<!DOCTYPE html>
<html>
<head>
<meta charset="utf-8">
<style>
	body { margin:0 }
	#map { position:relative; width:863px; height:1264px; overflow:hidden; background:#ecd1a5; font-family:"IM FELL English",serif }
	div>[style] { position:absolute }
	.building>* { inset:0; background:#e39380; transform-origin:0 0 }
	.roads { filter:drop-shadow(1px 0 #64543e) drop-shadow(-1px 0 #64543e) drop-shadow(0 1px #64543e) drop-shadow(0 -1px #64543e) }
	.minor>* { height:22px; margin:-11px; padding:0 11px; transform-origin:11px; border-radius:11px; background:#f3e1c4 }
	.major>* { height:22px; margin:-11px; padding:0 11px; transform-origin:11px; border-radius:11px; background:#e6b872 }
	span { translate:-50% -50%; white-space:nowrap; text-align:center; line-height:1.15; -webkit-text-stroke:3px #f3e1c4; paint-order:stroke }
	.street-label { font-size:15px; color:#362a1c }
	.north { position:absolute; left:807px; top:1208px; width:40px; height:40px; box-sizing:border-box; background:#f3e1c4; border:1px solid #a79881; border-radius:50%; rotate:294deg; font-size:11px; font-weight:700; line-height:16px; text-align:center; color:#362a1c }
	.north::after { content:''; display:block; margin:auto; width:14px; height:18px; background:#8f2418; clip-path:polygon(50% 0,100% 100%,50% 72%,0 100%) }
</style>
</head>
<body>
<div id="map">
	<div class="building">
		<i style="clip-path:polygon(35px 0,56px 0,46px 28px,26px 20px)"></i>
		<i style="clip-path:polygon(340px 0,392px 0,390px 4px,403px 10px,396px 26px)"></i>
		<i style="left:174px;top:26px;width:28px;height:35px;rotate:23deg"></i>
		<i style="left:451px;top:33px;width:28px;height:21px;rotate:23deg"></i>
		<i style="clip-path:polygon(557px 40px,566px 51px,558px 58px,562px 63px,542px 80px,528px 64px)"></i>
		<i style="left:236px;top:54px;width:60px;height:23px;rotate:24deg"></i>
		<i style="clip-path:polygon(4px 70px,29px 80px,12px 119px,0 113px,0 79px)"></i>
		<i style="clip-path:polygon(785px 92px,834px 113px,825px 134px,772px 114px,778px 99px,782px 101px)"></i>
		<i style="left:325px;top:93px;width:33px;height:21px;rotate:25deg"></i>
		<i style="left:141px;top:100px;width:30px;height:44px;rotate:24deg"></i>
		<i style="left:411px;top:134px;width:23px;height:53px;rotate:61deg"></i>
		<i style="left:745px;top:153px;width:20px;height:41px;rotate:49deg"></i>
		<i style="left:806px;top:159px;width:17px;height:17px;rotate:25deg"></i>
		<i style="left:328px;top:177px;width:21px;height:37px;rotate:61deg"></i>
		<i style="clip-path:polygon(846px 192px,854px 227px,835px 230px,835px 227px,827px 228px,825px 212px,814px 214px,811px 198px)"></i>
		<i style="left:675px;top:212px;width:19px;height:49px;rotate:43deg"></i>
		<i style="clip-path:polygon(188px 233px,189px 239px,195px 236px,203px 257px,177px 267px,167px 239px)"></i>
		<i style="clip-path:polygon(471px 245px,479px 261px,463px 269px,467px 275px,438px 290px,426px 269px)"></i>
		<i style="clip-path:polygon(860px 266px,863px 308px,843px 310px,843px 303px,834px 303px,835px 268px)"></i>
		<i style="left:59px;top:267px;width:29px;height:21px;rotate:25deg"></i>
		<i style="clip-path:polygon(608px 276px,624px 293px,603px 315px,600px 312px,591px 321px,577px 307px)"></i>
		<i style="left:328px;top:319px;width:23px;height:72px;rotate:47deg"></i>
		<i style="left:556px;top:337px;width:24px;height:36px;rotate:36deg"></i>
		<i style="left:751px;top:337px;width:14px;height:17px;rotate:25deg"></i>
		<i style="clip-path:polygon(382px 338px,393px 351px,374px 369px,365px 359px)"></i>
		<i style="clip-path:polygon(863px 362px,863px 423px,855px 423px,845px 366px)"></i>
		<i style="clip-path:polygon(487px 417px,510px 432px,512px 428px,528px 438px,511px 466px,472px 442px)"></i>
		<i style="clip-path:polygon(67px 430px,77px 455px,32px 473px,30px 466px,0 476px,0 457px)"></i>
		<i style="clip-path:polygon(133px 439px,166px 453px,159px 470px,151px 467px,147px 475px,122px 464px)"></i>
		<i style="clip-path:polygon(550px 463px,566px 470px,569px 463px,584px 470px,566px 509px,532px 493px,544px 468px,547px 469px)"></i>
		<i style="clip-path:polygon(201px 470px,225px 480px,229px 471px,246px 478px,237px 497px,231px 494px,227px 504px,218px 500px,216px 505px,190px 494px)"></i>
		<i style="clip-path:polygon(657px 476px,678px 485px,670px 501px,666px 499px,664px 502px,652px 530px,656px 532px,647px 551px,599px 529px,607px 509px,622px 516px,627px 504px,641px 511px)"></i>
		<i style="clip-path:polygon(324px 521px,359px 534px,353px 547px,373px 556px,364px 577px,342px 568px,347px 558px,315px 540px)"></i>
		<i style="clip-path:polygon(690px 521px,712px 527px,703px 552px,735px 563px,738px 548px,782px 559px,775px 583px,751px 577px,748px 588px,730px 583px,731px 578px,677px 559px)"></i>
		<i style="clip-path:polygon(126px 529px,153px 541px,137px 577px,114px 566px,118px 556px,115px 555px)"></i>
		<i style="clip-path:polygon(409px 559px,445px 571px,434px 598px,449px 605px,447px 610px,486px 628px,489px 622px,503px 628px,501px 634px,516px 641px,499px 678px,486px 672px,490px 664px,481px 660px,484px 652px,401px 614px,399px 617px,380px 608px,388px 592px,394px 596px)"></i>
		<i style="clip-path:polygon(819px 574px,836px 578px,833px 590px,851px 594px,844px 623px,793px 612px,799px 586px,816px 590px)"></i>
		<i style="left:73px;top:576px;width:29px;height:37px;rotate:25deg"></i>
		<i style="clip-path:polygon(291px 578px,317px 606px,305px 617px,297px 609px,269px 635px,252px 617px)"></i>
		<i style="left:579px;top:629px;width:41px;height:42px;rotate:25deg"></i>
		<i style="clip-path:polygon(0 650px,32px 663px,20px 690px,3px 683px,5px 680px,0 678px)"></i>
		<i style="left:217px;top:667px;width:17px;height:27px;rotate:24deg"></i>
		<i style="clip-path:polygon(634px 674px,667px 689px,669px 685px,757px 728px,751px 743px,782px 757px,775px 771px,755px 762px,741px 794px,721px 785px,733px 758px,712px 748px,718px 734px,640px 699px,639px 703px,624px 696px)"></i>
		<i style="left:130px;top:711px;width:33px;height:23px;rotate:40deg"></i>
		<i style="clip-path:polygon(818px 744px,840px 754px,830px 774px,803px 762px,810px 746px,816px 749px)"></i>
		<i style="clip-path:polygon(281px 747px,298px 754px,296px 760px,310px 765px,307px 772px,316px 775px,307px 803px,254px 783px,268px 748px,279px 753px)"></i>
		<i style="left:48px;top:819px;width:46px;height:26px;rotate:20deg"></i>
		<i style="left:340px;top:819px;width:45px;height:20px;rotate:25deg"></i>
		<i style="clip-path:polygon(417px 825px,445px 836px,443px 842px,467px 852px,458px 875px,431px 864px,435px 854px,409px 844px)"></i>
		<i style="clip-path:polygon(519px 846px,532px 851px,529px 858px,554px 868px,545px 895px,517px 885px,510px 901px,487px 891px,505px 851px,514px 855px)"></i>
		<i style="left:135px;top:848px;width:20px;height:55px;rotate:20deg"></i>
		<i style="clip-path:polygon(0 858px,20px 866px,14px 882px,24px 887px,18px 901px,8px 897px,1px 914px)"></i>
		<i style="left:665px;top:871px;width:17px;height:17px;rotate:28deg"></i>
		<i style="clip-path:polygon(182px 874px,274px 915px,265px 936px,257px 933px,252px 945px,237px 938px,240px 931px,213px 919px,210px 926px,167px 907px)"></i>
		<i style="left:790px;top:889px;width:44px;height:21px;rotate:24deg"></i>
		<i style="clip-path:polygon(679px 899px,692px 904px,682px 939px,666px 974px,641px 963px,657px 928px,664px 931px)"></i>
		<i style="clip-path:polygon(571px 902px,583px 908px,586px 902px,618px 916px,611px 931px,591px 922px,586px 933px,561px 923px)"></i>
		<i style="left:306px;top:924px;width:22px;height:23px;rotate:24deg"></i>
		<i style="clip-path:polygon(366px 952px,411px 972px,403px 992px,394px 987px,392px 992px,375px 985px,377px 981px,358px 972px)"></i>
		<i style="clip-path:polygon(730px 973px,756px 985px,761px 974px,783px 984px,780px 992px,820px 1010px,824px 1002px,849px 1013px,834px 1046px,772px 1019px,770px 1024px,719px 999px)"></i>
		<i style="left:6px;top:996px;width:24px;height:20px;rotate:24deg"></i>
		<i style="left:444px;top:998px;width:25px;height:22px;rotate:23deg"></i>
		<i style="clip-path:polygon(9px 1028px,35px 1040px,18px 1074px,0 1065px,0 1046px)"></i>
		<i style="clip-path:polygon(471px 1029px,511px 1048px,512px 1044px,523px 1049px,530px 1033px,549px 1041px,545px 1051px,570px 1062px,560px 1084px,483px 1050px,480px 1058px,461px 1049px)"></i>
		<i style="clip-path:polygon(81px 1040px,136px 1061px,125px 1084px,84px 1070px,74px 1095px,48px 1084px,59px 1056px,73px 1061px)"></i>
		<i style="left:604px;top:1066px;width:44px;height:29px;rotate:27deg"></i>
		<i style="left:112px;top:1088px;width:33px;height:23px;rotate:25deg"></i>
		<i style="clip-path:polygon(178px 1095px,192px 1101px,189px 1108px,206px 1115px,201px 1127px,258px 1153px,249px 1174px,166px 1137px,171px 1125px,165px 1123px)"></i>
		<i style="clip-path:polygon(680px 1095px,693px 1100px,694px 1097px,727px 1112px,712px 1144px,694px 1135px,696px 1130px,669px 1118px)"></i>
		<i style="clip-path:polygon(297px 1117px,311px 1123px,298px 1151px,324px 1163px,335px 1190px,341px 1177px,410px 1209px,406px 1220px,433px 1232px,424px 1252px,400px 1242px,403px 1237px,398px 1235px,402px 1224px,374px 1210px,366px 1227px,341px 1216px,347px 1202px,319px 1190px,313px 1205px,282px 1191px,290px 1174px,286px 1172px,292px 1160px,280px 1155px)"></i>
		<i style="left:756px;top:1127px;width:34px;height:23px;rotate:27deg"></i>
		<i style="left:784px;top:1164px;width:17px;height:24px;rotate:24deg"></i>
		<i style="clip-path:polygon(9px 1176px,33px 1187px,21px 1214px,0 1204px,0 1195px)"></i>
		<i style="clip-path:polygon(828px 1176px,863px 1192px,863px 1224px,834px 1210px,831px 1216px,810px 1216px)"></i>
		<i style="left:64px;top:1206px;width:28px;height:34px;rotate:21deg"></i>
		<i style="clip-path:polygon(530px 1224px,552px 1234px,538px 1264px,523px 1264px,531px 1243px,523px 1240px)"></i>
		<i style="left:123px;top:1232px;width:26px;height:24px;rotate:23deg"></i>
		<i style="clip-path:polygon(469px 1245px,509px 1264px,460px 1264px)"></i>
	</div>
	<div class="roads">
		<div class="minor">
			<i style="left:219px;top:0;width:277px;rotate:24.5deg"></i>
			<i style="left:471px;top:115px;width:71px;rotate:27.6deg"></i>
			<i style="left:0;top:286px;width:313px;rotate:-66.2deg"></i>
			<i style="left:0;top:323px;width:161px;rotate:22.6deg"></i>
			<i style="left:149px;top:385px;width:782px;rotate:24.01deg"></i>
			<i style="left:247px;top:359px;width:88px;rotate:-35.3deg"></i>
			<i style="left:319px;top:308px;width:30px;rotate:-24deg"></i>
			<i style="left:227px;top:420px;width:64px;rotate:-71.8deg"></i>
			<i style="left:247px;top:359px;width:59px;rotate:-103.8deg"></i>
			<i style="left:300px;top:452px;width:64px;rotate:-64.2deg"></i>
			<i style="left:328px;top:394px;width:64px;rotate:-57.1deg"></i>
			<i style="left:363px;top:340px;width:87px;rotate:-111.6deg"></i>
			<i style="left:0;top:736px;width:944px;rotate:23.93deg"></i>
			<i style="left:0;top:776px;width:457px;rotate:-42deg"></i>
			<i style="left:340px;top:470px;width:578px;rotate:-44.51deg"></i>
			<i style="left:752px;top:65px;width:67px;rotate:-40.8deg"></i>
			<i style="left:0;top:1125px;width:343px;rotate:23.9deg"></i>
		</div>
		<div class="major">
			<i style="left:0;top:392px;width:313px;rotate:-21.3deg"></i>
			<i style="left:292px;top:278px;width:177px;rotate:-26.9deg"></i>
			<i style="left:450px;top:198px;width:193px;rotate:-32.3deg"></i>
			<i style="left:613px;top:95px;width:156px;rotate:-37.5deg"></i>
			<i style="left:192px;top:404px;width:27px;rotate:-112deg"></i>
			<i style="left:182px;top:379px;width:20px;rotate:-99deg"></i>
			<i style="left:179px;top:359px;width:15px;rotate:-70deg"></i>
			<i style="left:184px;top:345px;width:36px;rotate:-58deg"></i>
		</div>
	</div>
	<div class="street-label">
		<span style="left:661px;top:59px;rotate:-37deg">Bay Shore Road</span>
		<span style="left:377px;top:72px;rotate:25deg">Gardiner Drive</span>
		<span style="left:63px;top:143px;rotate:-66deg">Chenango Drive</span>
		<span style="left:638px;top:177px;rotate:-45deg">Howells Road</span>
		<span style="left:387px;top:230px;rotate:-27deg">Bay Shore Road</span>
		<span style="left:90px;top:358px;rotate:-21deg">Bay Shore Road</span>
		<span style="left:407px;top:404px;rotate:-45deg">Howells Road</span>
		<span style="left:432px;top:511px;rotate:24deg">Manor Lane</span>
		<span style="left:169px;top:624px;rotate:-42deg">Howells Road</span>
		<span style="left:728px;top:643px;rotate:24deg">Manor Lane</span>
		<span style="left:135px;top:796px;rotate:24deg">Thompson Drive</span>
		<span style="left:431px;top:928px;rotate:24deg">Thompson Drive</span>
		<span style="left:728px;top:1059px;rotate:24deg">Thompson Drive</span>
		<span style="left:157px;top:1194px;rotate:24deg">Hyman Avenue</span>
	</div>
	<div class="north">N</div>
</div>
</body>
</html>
######
### To do
Please write out exactly the lines from the start of the data through the line that contains "position:relative; width:863px; height:1264px;", both ends included, and nothing else.

### Worked solution
<!DOCTYPE html>
<html>
<head>
<meta charset="utf-8">
<style>
	body { margin:0 }
	#map { position:relative; width:863px; height:1264px; overflow:hidden; background:#ecd1a5; font-family:"IM FELL English",serif }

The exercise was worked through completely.